The minister, who campaigned on and continues to advocate for better utilising Australian know-how, is seeking to push the nation “from being a net importer to a net exporter of IP,” according to Queensland University of Technology professor of intellectual property and innovation law, Matthew Rimmer.

“[Minister] Husic is very interested in Australia making advances in breakthrough technologies – such as robotics, advanced manufacturing, quantum computing, etc,” he told InnovationAus.com.

“At the same time, Husic has been conscious of some of the dangers of over-protection of IP rights – and domination of IP rights by overseas companies.

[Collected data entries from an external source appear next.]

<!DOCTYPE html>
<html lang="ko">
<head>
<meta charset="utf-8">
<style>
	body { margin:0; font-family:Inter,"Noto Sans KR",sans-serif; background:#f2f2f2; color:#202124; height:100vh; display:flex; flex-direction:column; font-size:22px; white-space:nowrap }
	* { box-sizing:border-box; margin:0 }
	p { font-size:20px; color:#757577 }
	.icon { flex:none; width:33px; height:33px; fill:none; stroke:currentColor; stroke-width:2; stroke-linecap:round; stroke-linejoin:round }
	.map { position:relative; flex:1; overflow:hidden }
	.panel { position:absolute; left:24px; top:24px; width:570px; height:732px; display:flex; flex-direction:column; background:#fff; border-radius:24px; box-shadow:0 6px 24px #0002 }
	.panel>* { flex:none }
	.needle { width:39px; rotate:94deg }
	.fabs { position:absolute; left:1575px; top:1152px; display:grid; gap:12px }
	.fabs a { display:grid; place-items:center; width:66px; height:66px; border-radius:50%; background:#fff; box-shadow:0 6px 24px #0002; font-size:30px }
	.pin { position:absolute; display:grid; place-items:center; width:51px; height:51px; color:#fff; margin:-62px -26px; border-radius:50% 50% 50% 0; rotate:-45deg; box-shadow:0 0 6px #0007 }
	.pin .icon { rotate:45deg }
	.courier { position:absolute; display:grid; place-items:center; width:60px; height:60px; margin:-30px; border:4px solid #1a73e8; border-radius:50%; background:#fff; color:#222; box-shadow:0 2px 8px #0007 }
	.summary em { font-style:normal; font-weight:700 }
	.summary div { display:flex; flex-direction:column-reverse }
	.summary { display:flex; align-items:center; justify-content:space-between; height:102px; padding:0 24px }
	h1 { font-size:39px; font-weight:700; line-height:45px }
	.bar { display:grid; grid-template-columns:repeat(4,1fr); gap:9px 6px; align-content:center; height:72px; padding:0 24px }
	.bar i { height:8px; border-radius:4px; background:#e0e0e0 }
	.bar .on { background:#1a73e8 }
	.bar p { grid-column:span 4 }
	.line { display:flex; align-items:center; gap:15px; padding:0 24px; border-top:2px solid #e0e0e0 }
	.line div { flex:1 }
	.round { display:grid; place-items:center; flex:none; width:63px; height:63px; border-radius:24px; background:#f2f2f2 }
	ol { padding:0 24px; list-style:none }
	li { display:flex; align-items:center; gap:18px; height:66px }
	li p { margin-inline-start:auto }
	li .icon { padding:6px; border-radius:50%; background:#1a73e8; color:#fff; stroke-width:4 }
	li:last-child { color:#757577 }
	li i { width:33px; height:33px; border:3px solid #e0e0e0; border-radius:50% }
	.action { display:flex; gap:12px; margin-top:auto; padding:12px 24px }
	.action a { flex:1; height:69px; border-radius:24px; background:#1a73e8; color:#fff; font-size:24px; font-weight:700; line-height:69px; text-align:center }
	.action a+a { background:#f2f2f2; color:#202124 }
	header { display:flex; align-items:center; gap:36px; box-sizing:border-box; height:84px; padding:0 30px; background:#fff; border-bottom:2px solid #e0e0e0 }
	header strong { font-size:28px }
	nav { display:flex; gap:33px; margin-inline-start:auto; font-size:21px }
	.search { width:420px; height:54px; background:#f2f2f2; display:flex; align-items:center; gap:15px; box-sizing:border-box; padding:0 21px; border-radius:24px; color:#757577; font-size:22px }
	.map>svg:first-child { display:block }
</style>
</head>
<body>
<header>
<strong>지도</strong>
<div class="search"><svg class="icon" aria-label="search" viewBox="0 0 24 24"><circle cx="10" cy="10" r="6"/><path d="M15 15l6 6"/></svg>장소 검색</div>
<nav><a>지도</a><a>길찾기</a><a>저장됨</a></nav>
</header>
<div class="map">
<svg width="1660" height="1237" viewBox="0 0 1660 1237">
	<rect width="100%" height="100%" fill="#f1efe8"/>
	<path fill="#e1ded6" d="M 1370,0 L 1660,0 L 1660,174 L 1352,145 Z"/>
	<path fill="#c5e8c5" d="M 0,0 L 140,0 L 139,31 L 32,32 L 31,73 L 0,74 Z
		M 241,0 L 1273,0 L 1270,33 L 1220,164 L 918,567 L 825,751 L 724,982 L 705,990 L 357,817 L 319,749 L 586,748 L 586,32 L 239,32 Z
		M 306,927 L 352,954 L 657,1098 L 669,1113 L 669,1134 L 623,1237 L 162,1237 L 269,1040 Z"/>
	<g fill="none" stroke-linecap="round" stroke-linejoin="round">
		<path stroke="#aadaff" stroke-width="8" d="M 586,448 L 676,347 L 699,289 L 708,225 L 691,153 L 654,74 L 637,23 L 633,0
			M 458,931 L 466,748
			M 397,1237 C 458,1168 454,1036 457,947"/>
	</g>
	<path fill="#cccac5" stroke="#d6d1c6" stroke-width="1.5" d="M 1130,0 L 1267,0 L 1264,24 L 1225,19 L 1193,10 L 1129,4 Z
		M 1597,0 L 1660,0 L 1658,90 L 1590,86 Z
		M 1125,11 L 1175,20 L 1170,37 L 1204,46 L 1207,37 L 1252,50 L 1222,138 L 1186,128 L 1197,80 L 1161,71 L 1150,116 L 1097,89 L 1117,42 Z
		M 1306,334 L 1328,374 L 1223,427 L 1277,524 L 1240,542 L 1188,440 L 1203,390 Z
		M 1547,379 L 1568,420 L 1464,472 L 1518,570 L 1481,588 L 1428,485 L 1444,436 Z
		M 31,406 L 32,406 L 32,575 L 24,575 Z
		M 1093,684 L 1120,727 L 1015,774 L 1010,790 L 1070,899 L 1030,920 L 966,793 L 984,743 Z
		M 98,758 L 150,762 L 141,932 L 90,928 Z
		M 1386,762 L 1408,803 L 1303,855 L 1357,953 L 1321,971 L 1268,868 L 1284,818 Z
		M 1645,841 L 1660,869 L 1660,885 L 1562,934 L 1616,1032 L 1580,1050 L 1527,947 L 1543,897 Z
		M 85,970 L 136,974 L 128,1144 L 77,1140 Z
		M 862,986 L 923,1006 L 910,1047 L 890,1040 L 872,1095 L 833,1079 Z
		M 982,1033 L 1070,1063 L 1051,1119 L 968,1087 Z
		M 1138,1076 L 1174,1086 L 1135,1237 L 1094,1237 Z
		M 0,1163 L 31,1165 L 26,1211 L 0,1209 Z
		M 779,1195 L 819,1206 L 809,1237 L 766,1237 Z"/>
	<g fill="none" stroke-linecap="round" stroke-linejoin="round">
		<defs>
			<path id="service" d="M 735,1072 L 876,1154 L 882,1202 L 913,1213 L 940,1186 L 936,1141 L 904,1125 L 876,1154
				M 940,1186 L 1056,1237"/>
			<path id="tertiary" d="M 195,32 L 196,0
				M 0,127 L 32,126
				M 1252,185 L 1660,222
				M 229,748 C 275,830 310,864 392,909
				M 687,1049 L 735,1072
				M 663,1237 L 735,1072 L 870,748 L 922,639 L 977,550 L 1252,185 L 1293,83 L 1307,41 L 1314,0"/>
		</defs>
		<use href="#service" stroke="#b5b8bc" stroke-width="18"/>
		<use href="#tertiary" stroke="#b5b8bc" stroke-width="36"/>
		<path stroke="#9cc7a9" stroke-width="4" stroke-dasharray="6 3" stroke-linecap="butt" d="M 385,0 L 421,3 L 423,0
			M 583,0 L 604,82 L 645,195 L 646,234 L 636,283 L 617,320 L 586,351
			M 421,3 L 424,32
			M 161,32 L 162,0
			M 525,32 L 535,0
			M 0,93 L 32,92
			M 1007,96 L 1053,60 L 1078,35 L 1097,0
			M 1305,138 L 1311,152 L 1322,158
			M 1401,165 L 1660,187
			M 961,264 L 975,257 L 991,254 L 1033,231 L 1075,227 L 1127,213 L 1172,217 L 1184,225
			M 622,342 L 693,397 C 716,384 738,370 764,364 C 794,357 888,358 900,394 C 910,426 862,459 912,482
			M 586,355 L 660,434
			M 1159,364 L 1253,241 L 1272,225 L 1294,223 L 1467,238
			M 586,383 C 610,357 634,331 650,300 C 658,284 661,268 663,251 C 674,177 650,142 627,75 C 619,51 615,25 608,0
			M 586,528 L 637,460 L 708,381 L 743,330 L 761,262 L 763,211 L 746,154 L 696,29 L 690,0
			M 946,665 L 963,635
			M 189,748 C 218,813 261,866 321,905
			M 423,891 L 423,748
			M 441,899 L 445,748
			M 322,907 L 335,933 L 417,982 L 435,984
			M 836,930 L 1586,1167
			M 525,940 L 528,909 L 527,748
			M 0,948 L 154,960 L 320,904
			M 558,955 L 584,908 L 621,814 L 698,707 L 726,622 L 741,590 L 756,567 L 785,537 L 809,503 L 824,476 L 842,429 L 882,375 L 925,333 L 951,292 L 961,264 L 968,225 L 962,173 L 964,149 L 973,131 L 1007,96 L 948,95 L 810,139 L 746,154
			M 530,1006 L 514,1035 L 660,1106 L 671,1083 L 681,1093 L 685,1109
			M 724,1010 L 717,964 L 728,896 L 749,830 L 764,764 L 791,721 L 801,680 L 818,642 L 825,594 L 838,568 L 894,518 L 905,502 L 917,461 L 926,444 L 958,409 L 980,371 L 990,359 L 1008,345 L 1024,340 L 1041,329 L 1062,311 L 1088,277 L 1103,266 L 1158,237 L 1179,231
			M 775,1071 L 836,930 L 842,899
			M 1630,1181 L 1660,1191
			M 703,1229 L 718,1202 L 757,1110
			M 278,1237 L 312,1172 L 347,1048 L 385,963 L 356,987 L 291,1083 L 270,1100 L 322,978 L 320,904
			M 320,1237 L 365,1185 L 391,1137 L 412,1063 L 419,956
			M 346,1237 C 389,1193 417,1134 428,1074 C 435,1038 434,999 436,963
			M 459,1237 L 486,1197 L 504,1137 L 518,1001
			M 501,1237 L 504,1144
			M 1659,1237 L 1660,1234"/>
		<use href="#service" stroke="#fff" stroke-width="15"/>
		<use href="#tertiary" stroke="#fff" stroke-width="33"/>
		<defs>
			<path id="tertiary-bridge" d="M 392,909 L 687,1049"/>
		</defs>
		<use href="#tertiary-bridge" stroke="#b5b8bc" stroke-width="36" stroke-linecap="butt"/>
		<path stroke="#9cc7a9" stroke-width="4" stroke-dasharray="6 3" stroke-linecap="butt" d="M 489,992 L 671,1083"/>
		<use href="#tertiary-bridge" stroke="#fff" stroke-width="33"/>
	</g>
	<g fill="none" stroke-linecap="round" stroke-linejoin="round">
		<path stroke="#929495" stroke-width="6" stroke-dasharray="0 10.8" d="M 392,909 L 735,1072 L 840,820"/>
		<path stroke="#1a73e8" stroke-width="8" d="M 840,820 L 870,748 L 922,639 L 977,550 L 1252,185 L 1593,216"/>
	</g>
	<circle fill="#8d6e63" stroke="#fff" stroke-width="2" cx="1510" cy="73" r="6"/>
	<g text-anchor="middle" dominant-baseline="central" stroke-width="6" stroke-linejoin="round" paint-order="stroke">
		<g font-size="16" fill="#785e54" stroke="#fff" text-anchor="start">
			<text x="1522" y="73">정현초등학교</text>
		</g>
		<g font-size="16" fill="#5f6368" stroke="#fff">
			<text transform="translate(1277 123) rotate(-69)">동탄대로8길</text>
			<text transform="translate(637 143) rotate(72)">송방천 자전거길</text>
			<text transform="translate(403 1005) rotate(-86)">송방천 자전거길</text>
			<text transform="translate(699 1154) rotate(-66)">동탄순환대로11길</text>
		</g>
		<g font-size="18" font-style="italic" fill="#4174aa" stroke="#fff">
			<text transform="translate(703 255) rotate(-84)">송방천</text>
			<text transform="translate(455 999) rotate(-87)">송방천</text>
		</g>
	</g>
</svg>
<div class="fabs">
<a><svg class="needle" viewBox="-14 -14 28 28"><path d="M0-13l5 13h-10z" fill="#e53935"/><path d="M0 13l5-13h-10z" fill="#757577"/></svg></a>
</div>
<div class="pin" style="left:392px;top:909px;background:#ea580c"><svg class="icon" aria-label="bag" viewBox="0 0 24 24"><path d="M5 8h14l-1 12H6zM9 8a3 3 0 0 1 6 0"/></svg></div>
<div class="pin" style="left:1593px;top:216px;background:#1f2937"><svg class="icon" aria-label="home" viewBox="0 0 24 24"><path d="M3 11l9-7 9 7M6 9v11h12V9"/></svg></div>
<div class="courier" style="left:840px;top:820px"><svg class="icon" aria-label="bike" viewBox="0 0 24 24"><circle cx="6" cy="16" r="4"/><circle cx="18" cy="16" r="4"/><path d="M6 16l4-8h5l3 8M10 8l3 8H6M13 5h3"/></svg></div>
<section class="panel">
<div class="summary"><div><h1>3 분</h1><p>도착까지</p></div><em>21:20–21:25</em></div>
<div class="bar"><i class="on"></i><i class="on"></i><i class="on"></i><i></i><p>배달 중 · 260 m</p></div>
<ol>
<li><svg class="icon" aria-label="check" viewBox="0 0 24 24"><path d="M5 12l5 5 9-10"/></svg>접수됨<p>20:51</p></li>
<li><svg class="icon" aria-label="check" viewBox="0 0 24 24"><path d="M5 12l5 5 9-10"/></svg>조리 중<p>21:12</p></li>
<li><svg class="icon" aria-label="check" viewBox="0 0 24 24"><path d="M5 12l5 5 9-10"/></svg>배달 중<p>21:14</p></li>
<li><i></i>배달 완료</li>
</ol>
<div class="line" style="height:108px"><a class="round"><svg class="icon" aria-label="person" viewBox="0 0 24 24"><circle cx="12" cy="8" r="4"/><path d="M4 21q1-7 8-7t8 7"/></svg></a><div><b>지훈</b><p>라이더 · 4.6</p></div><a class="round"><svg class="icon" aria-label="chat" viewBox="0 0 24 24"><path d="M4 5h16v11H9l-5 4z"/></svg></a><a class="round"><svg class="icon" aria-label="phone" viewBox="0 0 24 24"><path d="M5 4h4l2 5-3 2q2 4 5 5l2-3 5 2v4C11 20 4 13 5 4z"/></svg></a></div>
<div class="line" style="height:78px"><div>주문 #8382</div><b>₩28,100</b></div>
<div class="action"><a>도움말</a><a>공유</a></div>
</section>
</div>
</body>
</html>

“He is seeking to really push Australia from being a net importer to a net exporter of IP. If you look at patent filings currently, there is still a huge preponderance of filings by foreign entities.”

Professor in Intellectual Property and Innovation Law at QUT

The new government has reportedly dropped the Morrison government’s patent box scheme from its legislative agenda. The Coalition policy – which was never legislated – would have given a tax break for income derived from medical and biotech intellectual property that came from local research.

While supported by industry groups, some experts had questioned whether tinkering with tax support would have a substantive impact or merely encourage more opportunistic filings.

The government is also facing calls for the reintroduction of innovation patents to help local SMEs protect their inventions just a year after the previous scheme was scrapped.

Professor Christie said the patent system in Australia is largely sound and a bigger issue than IP law changes or tax incentives is Australia’s innovation culture.

“What we really want is a change in the way Australian private sector businesses think about what their role is, and that does seem to me to include having to commit to invest in in technological innovation as well as just branding innovation, rather than leave it to others overseas.”

Encouraged by the new minister’s vision and statements, Professor Christie said a change in culture at the political level could have real impacts elsewhere.

“It’s nice to have innovation being allowed to be spoken about again in policy language, after a few years where it wasn’t allowed to be said. So that’s an example of political culture changing, and political culture can lead societal culture, if you like, and even business culture,” Professor Christie told InnovationAus.com.

“So I’d love to see us all become focused once more on being creative and innovative.

“And particularly in the private sector. Don’t leave it all to the universities and CSIRO and the research institutes, let’s get the private sector more involved as well.

“It’s important. Risk brings opportunity. Yes, innovation is risky, but also that’s where you get a lot of growth from too. And we should be doing more of that.”